● About this task
The records follow. Filter them to the lines that hold "names".

● Records shown
▬▬▬
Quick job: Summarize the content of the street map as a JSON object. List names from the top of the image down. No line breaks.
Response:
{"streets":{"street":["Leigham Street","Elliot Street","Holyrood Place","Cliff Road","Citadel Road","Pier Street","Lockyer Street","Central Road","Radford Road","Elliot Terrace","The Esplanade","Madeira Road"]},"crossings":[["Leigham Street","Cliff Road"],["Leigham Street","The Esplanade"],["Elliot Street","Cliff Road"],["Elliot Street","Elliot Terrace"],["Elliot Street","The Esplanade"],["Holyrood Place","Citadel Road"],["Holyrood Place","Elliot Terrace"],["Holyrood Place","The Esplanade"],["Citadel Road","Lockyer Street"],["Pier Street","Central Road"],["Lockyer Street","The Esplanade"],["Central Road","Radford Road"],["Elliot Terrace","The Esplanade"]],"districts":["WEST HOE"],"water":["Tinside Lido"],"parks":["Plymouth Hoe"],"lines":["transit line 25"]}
▬▬▬
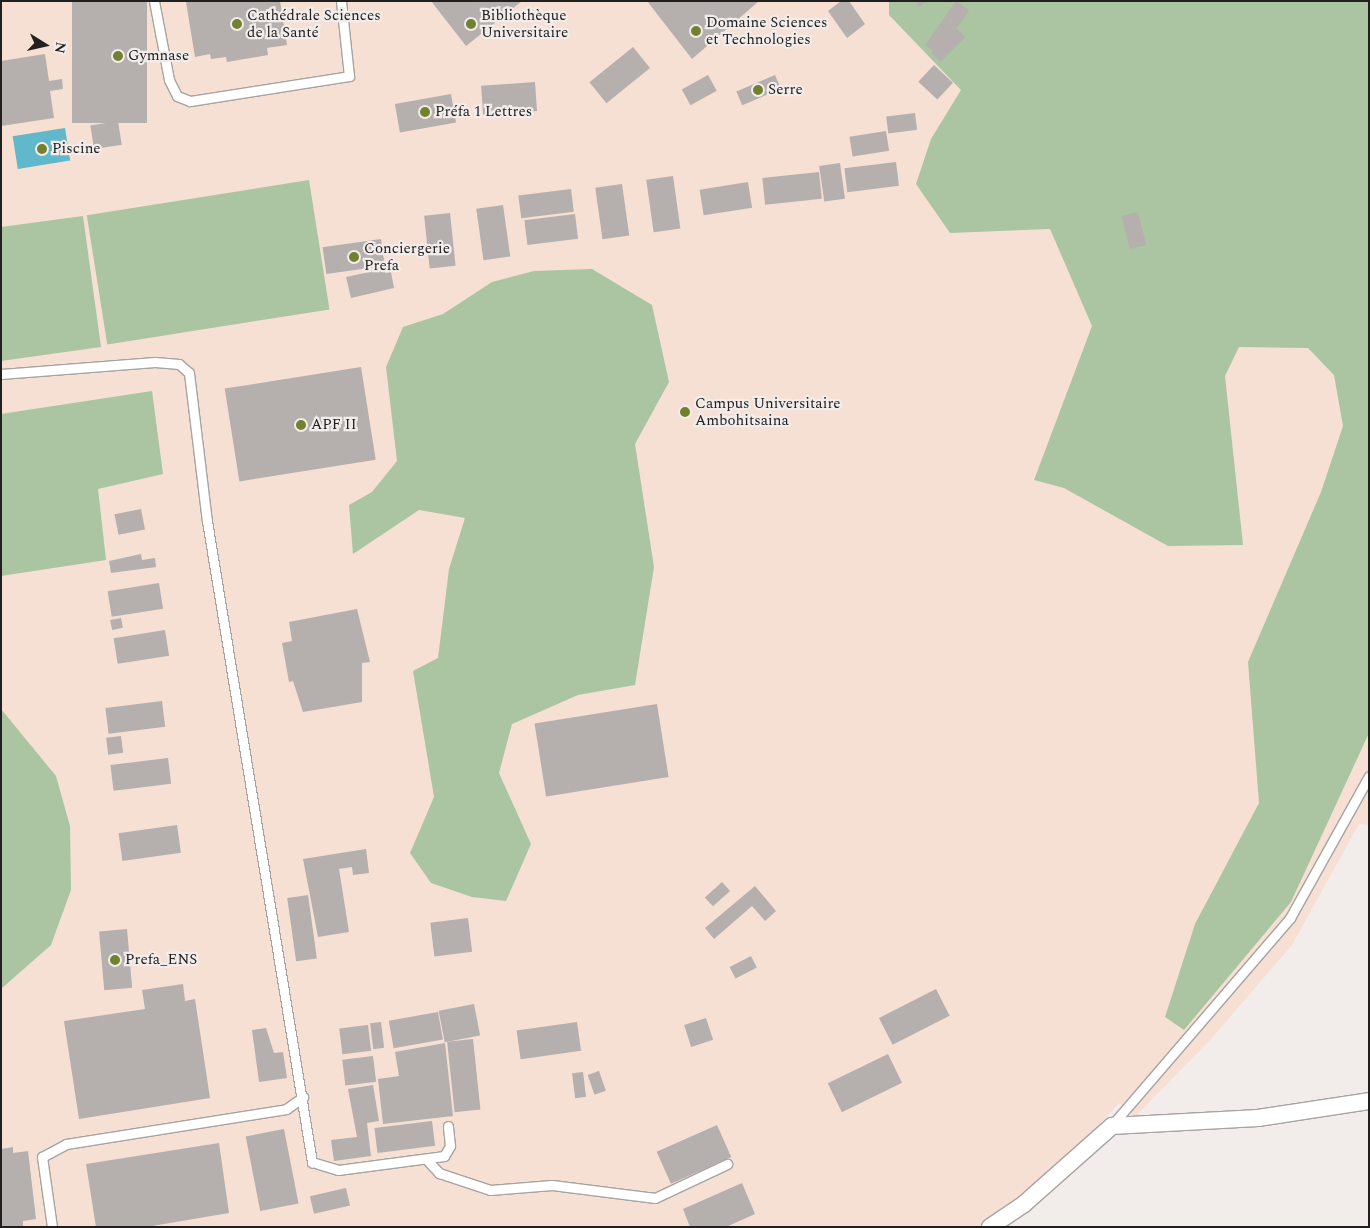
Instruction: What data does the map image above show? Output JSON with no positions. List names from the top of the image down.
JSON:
▬▬▬
● Result
Quick job: Summarize the content of the street map as a JSON object. List names from the top of the image down. No line breaks.
Instruction: What data does the map image above show? Output JSON with no positions. List names from the top of the image down.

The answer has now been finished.